Podemos también ha montado lo suyo para explicar que, como son cuatro y están todos colocados, no quieren participar de las extremas izquierdas comunes. Para Podemos, su posición de extrema izquierda es esa que les tiene a los cuatro colocados.
Es imposible que tengan un discurso. Las extremas izquierdas —junto al PNV— llevan ocho años gobernando, con balance catastrófico, por lo que no pueden proponer sus tradicionales demagogias. El resultado es que la imposibilidad de acceso a una vivienda es el mayor problema de los españoles. Con ellos gobernando, encabezamos el ranking de pobreza infantil de la UE; suben el salario mínimo, pero se han disparado los costes vitales, perdiendo las clases medias y obreras poder adquisitivo; la medicina pública, con la MEMA, está en huelga, los trenes, cuando circulan, van más lentos que cuando se movían con carbón y todos, pero especialmente los barrios obreros, viven en la absoluta inseguridad.

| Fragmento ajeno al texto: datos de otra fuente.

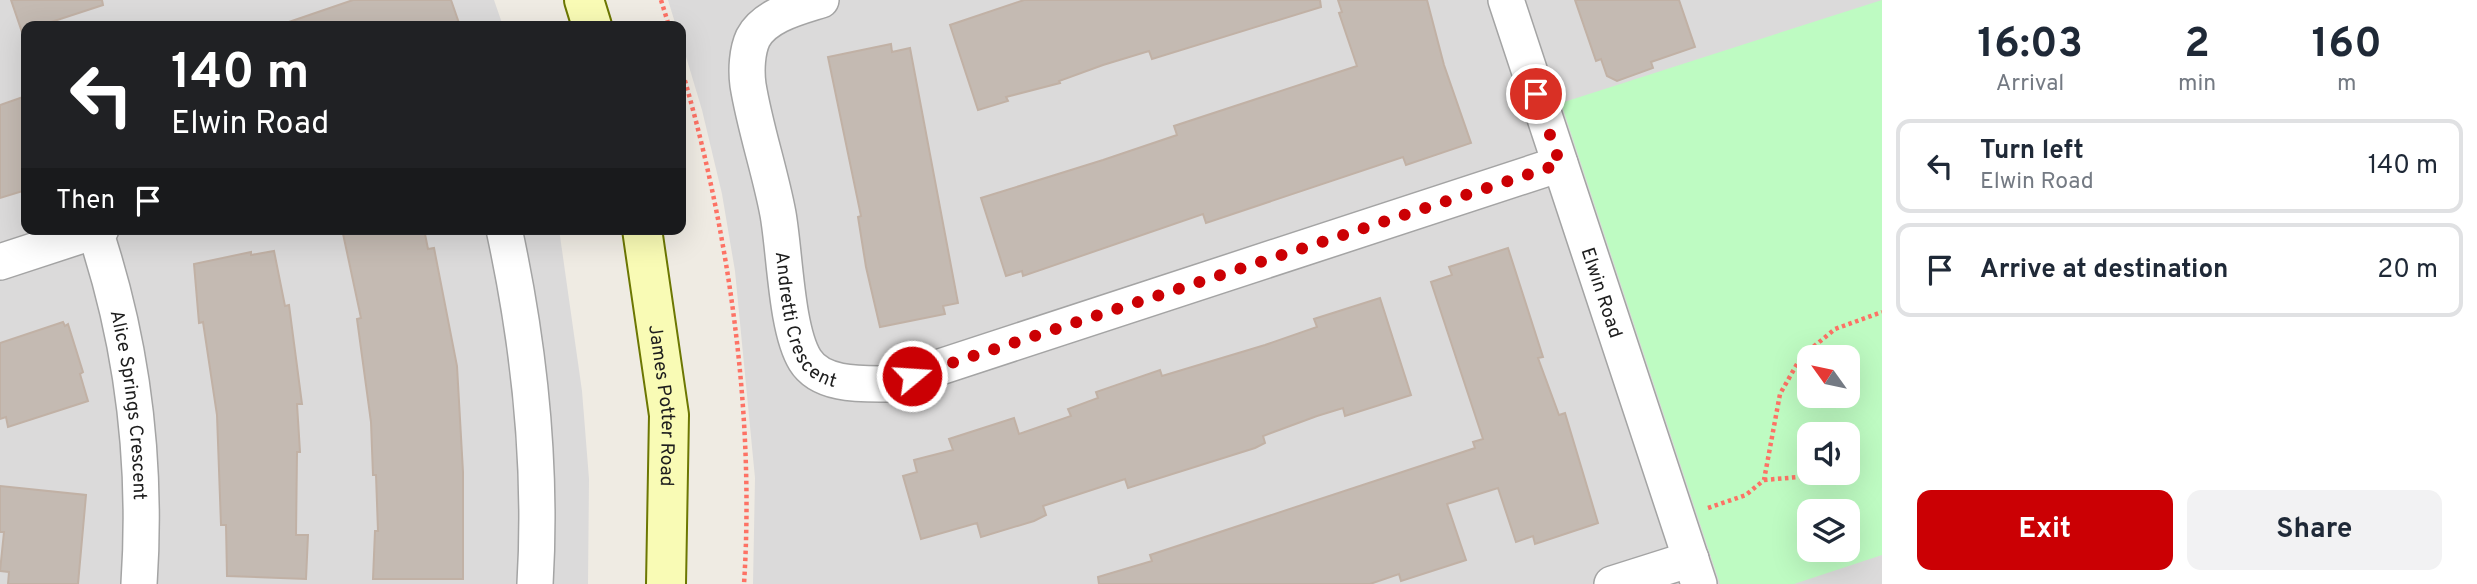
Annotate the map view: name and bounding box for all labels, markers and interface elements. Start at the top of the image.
text: 16:03 [1977,19,2083,72]
text: 2 [2184,19,2210,72]
text: 160 [2312,19,2382,72]
text: 140 m [171,44,310,106]
icon: left [56,49,147,140]
pin [1506,64,1566,124]
text: Arrival [1996,70,2064,99]
text: min [2178,70,2216,99]
text: m [2337,70,2356,99]
icon: arrive [1517,75,1555,113]
text: Elwin Road [171,105,329,145]
text: Turn left [1980,135,2084,168]
icon: left [1921,147,1959,185]
text: 140 m [2368,150,2438,183]
text: Elwin Road [1980,168,2094,197]
icon: arrive [129,182,167,220]
text: Then [56,185,115,218]
street label: Elwin Road [1575,245,1627,341]
street label: Andretti Crescent [769,250,839,394]
icon: arrive [1921,251,1959,289]
text: Arrive at destination [1980,254,2228,287]
text: 20 m [2377,254,2438,287]
street label: Alice Springs Crescent [104,308,151,500]
street label: James Potter Road [642,323,679,487]
position arrow [875,339,949,413]
north arrow [1797,345,1860,408]
map controls [1797,345,1860,562]
button: sound [1797,422,1860,485]
button: Exit [1917,490,2173,570]
button: Share [2187,490,2442,570]
button: layers [1797,499,1860,562]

Y por si fuera poco, los más feministas e igualitarios han conseguido que la cifra de mujeres asesinadas o agredidas sexualmente —incluso dentro del ámbito del gobierno de izquierdas— se haya disparado. Por esto, los líderes de las izquierdas se dedican a lo importante: cómo conseguir asegurarse lo suyo —el chollo público—. Es obvio que su movilización no se debe a las necesidades de los españoles, sino a la angustia por su derrota.